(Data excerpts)

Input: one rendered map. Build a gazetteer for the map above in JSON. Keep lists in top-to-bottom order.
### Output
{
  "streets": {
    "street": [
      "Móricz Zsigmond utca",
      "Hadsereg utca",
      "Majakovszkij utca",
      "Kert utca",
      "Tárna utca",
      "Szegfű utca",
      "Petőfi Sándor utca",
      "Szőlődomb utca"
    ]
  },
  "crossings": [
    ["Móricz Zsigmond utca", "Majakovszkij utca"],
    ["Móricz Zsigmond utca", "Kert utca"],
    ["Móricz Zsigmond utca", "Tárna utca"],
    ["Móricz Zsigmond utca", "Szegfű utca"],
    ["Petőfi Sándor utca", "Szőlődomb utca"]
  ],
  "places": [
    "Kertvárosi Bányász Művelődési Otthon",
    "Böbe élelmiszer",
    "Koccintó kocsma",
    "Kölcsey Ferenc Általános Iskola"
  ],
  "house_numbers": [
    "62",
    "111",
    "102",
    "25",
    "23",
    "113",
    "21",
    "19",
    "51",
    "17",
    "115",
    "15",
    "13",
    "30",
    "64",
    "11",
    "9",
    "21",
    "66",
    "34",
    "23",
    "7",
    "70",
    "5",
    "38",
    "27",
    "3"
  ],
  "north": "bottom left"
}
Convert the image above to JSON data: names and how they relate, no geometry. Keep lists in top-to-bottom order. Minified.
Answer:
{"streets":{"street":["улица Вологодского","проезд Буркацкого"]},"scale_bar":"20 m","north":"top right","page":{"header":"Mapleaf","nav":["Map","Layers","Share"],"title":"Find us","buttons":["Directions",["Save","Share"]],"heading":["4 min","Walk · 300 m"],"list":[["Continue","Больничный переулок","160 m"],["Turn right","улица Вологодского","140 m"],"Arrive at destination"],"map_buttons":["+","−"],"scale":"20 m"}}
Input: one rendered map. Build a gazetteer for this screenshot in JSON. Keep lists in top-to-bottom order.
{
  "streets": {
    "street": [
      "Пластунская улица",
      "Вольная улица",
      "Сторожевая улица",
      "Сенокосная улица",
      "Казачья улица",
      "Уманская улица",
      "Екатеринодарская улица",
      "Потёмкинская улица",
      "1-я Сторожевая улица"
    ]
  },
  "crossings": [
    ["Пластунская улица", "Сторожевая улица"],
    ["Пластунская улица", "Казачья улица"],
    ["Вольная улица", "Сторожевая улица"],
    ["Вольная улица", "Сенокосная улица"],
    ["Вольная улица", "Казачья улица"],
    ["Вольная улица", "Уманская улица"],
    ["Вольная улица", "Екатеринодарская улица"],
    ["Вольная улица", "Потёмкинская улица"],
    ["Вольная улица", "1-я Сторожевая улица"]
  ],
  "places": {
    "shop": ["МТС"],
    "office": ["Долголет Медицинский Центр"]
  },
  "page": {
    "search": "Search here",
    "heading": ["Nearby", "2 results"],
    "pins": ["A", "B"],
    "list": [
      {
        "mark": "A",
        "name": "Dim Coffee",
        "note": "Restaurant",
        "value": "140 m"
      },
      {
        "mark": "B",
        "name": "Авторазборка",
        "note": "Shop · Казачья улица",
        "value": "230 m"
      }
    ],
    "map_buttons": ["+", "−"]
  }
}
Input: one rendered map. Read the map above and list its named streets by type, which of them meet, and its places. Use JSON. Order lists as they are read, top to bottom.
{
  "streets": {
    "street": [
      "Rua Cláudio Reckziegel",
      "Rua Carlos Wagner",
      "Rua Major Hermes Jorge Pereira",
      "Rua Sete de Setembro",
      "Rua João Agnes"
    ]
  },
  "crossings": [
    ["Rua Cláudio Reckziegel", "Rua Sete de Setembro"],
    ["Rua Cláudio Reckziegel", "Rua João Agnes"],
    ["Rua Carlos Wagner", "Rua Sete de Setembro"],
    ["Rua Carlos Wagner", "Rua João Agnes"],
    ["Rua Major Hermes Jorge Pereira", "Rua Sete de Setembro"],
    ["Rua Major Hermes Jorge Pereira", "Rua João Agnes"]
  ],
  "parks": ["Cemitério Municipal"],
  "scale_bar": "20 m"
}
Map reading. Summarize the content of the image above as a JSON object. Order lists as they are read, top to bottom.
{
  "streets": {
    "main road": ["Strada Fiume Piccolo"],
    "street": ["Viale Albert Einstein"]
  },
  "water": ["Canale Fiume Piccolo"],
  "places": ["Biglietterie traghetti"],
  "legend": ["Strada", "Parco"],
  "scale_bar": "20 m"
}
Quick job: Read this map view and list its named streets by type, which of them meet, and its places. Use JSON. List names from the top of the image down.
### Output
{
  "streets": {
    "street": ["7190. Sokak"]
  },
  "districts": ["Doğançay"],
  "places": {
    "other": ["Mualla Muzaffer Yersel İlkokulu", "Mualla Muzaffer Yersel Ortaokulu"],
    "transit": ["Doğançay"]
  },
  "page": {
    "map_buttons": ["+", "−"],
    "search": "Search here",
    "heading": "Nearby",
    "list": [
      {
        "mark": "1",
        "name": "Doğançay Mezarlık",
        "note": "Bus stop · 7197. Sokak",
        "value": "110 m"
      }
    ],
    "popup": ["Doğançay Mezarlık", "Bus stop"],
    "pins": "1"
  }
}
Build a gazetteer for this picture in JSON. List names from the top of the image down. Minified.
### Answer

**DIRECTIONS**: In full and without changes, copy the entries above.

**YOUR SOLUTION**:
Input: one rendered map. Build a gazetteer for the map above in JSON. Keep lists in top-to-bottom order.
### Output
{
  "streets": {
    "street": [
      "Móricz Zsigmond utca",
      "Hadsereg utca",
      "Majakovszkij utca",
      "Kert utca",
      "Tárna utca",
      "Szegfű utca",
      "Petőfi Sándor utca",
      "Szőlődomb utca"
    ]
  },
  "crossings": [
    ["Móricz Zsigmond utca", "Majakovszkij utca"],
    ["Móricz Zsigmond utca", "Kert utca"],
    ["Móricz Zsigmond utca", "Tárna utca"],
    ["Móricz Zsigmond utca", "Szegfű utca"],
    ["Petőfi Sándor utca", "Szőlődomb utca"]
  ],
  "places": [
    "Kertvárosi Bányász Művelődési Otthon",
    "Böbe élelmiszer",
    "Koccintó kocsma",
    "Kölcsey Ferenc Általános Iskola"
  ],
  "house_numbers": [
    "62",
    "111",
    "102",
    "25",
    "23",
    "113",
    "21",
    "19",
    "51",
    "17",
    "115",
    "15",
    "13",
    "30",
    "64",
    "11",
    "9",
    "21",
    "66",
    "34",
    "23",
    "7",
    "70",
    "5",
    "38",
    "27",
    "3"
  ],
  "north": "bottom left"
}
Convert the image above to JSON data: names and how they relate, no geometry. Keep lists in top-to-bottom order. Minified.
Answer:
{"streets":{"street":["улица Вологодского","проезд Буркацкого"]},"scale_bar":"20 m","north":"top right","page":{"header":"Mapleaf","nav":["Map","Layers","Share"],"title":"Find us","buttons":["Directions",["Save","Share"]],"heading":["4 min","Walk · 300 m"],"list":[["Continue","Больничный переулок","160 m"],["Turn right","улица Вологодского","140 m"],"Arrive at destination"],"map_buttons":["+","−"],"scale":"20 m"}}
Input: one rendered map. Build a gazetteer for this screenshot in JSON. Keep lists in top-to-bottom order.
{
  "streets": {
    "street": [
      "Пластунская улица",
      "Вольная улица",
      "Сторожевая улица",
      "Сенокосная улица",
      "Казачья улица",
      "Уманская улица",
      "Екатеринодарская улица",
      "Потёмкинская улица",
      "1-я Сторожевая улица"
    ]
  },
  "crossings": [
    ["Пластунская улица", "Сторожевая улица"],
    ["Пластунская улица", "Казачья улица"],
    ["Вольная улица", "Сторожевая улица"],
    ["Вольная улица", "Сенокосная улица"],
    ["Вольная улица", "Казачья улица"],
    ["Вольная улица", "Уманская улица"],
    ["Вольная улица", "Екатеринодарская улица"],
    ["Вольная улица", "Потёмкинская улица"],
    ["Вольная улица", "1-я Сторожевая улица"]
  ],
  "places": {
    "shop": ["МТС"],
    "office": ["Долголет Медицинский Центр"]
  },
  "page": {
    "search": "Search here",
    "heading": ["Nearby", "2 results"],
    "pins": ["A", "B"],
    "list": [
      {
        "mark": "A",
        "name": "Dim Coffee",
        "note": "Restaurant",
        "value": "140 m"
      },
      {
        "mark": "B",
        "name": "Авторазборка",
        "note": "Shop · Казачья улица",
        "value": "230 m"
      }
    ],
    "map_buttons": ["+", "−"]
  }
}
Input: one rendered map. Read the map above and list its named streets by type, which of them meet, and its places. Use JSON. Order lists as they are read, top to bottom.
{
  "streets": {
    "street": [
      "Rua Cláudio Reckziegel",
      "Rua Carlos Wagner",
      "Rua Major Hermes Jorge Pereira",
      "Rua Sete de Setembro",
      "Rua João Agnes"
    ]
  },
  "crossings": [
    ["Rua Cláudio Reckziegel", "Rua Sete de Setembro"],
    ["Rua Cláudio Reckziegel", "Rua João Agnes"],
    ["Rua Carlos Wagner", "Rua Sete de Setembro"],
    ["Rua Carlos Wagner", "Rua João Agnes"],
    ["Rua Major Hermes Jorge Pereira", "Rua Sete de Setembro"],
    ["Rua Major Hermes Jorge Pereira", "Rua João Agnes"]
  ],
  "parks": ["Cemitério Municipal"],
  "scale_bar": "20 m"
}
Map reading. Summarize the content of the image above as a JSON object. Order lists as they are read, top to bottom.
{
  "streets": {
    "main road": ["Strada Fiume Piccolo"],
    "street": ["Viale Albert Einstein"]
  },
  "water": ["Canale Fiume Piccolo"],
  "places": ["Biglietterie traghetti"],
  "legend": ["Strada", "Parco"],
  "scale_bar": "20 m"
}
Quick job: Read this map view and list its named streets by type, which of them meet, and its places. Use JSON. List names from the top of the image down.
### Output
{
  "streets": {
    "street": ["7190. Sokak"]
  },
  "districts": ["Doğançay"],
  "places": {
    "other": ["Mualla Muzaffer Yersel İlkokulu", "Mualla Muzaffer Yersel Ortaokulu"],
    "transit": ["Doğançay"]
  },
  "page": {
    "map_buttons": ["+", "−"],
    "search": "Search here",
    "heading": "Nearby",
    "list": [
      {
        "mark": "1",
        "name": "Doğançay Mezarlık",
        "note": "Bus stop · 7197. Sokak",
        "value": "110 m"
      }
    ],
    "popup": ["Doğançay Mezarlık", "Bus stop"],
    "pins": "1"
  }
}
Build a gazetteer for this picture in JSON. List names from the top of the image down. Minified.
### Answer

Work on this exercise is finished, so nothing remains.